Los Alamos National Laboratory

Community Programs Office
Connections Newsletter
The Lab's Connection to the Northern New Mexico Community!

March 2012

Turning Supercomputer “Failures” into Successes

Each year, the Lab needs to replace thousands of computer nodes (in this case, computer processors) that make up part of its high-performance computing (HPC) system. These are the same systems used to run complex simulations and models involving millions of billions of calculations per second. The node replacements are necessary due to the increased efficiency of new machines that make them less expensive to operate and ultimately help keep the Lab’s overall HPC operating budget under control. Several years ago, it occurred to Gary Grider, the deputy division leader for the Lab’s HPC operations, that while the large number of older nodes might not make sense for the Lab’s continued use, perhaps they could be of use within the national computing community.

While it’s not within the Lab’s charter or budget to repurpose this equipment, it became evident that with some outside help, unique and vital resources could be made available to the computing community.

The partners that helped create this new computer resource included the New Mexico Consortium and the National Science Foundation, along with additional experts from Carnegie Mellon University and the University of Utah.

Why all this effort to reuse some “old computers?”

Supercomputers are a different animal than your ordinary desktop computer. Imagine you had two thousand of them, joined together, each concurrently working on a subset of a very complicated equation. Once each computer, or node, completes its bit of work, the results are fed into the larger equation so that subsets feed into subsets and up and up until the final answers result. It takes very specialized skills to figure out how to break up complex tasks into thousands of these subsets, and there aren’t many opportunities to work on such a large number of nodes at once. Students might be able to work on a few nodes at a time, and even professional computer scientists might only be able to work with a few hundred nodes at a time.
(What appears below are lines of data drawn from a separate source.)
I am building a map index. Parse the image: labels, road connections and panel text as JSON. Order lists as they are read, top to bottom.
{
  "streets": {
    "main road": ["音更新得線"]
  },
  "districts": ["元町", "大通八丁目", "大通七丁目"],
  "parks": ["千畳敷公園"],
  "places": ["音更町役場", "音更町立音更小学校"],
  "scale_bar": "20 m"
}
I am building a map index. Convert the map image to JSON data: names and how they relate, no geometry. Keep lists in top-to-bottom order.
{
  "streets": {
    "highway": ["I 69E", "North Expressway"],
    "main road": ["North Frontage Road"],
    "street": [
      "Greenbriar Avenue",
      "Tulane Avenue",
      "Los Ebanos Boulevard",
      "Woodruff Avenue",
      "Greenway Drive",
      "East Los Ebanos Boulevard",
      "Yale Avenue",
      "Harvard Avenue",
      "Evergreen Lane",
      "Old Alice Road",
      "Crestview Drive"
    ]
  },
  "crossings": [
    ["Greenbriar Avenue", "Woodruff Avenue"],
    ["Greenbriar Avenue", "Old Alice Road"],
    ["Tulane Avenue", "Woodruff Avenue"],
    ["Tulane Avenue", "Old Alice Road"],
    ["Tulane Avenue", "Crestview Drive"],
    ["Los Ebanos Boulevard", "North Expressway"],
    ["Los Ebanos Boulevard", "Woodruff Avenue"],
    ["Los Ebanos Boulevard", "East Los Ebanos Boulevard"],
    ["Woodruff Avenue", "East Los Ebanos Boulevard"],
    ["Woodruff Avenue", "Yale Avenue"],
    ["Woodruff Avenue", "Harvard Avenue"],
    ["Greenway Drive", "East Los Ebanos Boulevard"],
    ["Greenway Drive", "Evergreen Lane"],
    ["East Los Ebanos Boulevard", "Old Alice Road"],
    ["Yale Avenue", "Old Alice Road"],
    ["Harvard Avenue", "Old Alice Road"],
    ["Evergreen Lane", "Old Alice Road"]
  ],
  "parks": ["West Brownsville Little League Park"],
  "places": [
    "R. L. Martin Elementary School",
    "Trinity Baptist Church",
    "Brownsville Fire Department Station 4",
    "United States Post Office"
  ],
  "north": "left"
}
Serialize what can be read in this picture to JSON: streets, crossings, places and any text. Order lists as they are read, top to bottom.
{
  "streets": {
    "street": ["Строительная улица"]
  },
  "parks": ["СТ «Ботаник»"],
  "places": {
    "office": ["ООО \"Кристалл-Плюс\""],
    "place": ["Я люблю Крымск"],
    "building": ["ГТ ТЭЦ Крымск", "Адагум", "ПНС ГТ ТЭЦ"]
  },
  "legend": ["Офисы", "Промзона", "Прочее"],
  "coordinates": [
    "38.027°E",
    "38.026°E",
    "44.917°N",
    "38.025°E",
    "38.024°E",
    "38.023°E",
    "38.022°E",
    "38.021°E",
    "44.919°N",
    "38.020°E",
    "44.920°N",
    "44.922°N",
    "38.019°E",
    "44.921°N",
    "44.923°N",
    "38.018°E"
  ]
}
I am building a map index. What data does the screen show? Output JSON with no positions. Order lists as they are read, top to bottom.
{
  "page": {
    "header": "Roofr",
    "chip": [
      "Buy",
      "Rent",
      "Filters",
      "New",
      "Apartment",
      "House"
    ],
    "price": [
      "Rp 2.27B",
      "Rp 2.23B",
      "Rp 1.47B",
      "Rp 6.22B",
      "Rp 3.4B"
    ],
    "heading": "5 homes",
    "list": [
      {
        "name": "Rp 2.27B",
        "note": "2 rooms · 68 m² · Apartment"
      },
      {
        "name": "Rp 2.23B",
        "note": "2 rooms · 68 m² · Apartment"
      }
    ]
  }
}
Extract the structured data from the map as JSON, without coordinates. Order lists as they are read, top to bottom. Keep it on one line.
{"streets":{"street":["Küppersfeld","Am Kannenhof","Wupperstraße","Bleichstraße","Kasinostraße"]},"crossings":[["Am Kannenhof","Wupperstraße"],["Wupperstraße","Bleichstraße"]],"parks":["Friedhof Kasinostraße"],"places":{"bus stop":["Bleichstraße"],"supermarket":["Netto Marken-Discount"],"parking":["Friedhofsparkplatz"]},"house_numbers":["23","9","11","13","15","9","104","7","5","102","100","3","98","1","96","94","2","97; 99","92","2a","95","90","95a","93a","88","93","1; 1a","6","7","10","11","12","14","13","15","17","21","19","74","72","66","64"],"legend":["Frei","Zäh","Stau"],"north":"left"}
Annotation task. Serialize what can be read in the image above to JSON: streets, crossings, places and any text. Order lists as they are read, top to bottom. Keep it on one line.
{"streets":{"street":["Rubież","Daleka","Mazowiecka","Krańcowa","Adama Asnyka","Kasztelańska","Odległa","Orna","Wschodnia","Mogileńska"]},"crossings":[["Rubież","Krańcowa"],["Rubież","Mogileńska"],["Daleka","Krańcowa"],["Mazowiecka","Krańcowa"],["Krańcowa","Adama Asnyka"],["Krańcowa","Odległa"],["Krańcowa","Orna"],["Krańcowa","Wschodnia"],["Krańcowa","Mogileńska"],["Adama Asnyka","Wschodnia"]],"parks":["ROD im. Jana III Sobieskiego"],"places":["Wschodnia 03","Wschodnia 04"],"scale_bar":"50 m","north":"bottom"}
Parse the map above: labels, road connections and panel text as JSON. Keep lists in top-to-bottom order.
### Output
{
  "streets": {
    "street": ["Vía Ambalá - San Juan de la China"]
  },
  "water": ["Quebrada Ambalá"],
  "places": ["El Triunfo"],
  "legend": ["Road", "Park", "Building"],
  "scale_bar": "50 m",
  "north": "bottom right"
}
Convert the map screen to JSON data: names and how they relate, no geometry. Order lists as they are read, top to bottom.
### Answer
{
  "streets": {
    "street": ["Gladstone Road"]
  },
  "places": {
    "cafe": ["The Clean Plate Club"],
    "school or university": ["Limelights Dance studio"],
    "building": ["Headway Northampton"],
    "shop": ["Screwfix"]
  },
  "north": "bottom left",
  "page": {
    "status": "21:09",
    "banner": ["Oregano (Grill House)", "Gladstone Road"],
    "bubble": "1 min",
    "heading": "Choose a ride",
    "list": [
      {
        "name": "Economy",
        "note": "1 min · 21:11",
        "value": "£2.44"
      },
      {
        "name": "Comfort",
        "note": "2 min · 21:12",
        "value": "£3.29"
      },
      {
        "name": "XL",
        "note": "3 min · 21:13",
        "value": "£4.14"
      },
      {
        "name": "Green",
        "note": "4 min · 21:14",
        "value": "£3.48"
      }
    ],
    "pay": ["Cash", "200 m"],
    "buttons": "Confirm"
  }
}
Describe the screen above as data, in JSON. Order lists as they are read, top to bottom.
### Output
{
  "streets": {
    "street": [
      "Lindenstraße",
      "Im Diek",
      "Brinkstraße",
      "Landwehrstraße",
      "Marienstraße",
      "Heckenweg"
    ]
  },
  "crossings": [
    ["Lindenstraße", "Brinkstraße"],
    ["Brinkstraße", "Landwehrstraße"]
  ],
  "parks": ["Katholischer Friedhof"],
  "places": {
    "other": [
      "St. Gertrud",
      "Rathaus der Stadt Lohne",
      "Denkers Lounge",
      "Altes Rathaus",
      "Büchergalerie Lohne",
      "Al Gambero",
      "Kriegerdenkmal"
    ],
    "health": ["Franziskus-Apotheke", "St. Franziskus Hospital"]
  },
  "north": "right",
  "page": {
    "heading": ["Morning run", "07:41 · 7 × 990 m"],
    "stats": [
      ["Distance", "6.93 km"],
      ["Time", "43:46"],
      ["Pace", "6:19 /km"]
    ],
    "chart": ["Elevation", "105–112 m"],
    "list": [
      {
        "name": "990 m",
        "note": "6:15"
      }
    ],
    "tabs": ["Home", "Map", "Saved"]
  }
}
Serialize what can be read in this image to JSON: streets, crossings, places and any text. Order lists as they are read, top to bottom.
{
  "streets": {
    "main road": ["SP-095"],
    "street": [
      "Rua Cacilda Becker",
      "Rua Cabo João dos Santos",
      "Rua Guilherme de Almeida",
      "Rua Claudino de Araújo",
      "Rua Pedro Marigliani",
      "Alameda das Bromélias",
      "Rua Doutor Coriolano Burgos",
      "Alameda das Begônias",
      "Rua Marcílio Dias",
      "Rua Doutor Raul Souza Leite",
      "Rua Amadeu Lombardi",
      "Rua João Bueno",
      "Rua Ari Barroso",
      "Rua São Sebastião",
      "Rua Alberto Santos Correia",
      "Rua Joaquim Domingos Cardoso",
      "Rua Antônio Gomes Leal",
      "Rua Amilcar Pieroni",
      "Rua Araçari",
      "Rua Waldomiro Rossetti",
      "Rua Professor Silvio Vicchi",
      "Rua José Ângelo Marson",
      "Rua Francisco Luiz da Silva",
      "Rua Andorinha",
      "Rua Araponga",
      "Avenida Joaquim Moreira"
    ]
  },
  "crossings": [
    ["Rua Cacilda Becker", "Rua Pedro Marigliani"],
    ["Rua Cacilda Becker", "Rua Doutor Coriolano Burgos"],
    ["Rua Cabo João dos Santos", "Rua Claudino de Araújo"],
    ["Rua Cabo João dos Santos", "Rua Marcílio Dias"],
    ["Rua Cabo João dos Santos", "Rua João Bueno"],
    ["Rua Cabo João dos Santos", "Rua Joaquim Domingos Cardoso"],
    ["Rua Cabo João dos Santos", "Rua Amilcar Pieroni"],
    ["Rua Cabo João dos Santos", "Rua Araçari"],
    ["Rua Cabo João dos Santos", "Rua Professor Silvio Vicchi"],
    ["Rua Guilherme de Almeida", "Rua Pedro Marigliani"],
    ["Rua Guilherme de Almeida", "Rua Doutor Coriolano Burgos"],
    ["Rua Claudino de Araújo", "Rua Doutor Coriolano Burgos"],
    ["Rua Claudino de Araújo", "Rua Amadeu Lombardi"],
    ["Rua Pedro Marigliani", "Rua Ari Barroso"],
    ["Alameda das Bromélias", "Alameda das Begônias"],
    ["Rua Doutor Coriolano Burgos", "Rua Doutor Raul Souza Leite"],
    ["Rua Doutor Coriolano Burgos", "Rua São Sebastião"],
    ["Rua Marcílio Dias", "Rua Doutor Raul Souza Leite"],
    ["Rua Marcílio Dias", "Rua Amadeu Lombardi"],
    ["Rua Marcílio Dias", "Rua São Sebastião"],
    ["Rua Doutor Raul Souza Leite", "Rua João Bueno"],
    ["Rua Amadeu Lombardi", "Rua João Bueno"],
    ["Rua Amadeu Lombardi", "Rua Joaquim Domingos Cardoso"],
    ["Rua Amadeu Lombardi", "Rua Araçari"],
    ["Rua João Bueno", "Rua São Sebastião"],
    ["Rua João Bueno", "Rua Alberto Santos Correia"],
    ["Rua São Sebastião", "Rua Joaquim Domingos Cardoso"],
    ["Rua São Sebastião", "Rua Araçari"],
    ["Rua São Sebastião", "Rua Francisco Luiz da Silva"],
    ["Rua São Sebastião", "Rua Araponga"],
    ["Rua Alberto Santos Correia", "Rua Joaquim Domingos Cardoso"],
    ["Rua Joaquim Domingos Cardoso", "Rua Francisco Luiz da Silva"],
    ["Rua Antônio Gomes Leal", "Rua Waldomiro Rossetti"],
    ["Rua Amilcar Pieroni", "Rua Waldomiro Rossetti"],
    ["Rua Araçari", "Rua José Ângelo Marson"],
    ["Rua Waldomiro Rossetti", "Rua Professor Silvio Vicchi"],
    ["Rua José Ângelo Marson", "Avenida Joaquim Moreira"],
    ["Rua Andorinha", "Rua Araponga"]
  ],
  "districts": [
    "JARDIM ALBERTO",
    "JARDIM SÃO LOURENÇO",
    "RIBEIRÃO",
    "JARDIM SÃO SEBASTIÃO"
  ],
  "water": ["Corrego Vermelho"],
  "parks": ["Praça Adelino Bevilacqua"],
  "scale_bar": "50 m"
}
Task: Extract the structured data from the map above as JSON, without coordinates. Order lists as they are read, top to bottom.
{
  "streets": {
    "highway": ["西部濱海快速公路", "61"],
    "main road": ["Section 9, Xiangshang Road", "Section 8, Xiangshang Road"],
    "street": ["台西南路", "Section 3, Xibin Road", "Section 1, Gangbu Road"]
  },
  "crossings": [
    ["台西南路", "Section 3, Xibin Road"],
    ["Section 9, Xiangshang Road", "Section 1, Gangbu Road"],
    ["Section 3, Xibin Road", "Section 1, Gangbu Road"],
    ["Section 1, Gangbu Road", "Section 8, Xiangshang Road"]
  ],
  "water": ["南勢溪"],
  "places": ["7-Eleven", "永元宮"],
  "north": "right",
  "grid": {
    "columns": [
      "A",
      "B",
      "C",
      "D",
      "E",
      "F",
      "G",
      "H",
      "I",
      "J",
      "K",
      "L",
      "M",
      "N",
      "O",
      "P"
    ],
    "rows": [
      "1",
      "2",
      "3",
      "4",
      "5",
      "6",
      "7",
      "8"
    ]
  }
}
Scaling from a few hundred nodes to thousands that all have to interact, is no easy matter. With ten computers talking to each other, you might have a node failure. With many thousands of nodes in the mix, you will have many failures. Questions of what will happen to the system, and its specifically designed software, would optimally be worked out in advance of installation, but real-world time constraints means it can only be done with a smaller number of test nodes.

PRObE (short for Parallel Reconfigurable Observational Environment) will provide a dedicated test enviornment with thousands of nodes, rather than tens or hundreds. The opportunity to manipulate these systems in isolation will be a boon to computer science. It enables students and researchers to gain a deeper understanding of how the parts build into the whole and gives unprecedented access to large-scale computers for systems research. During operation, the users can have complete control over the hardware and can even inject failures into the system to see how the systems and software respond.

The program will operate under the auspices of the New Mexico Consortium, itself a nonprofit organization made up of the University of New Mexico, the New Mexico Institute of Mining and Technology, and New Mexico State University. The Consortium will provide coordination of the various entities involved, schedule access, and keep everything up and running from its location at the Los Alamos Research Park. Carnegie Mellon University brings considerable computing experience to the table, and the Flux Research Lab at the University of Utah is providing software that will help the researchers manage the PRObE testbed.

Of course, the concept would have never gotten off the ground without funding. Enter the National Science Foundation (NSF), an independent federal agency with an annual budget of $6.9 billion charged with promoting the advancement of science and basic research. PRObE’s goals aligned well with the recognized need to support advances in supercomputing architectures, which is a focus of NSF’s Advanced Computing Infrastructure Strategic Plan. NSF anticipates that work done through the PRObE $10 million, 5-year grant will ultimately serve not only supercomputing within the government and academic communities, but will also support the national economy.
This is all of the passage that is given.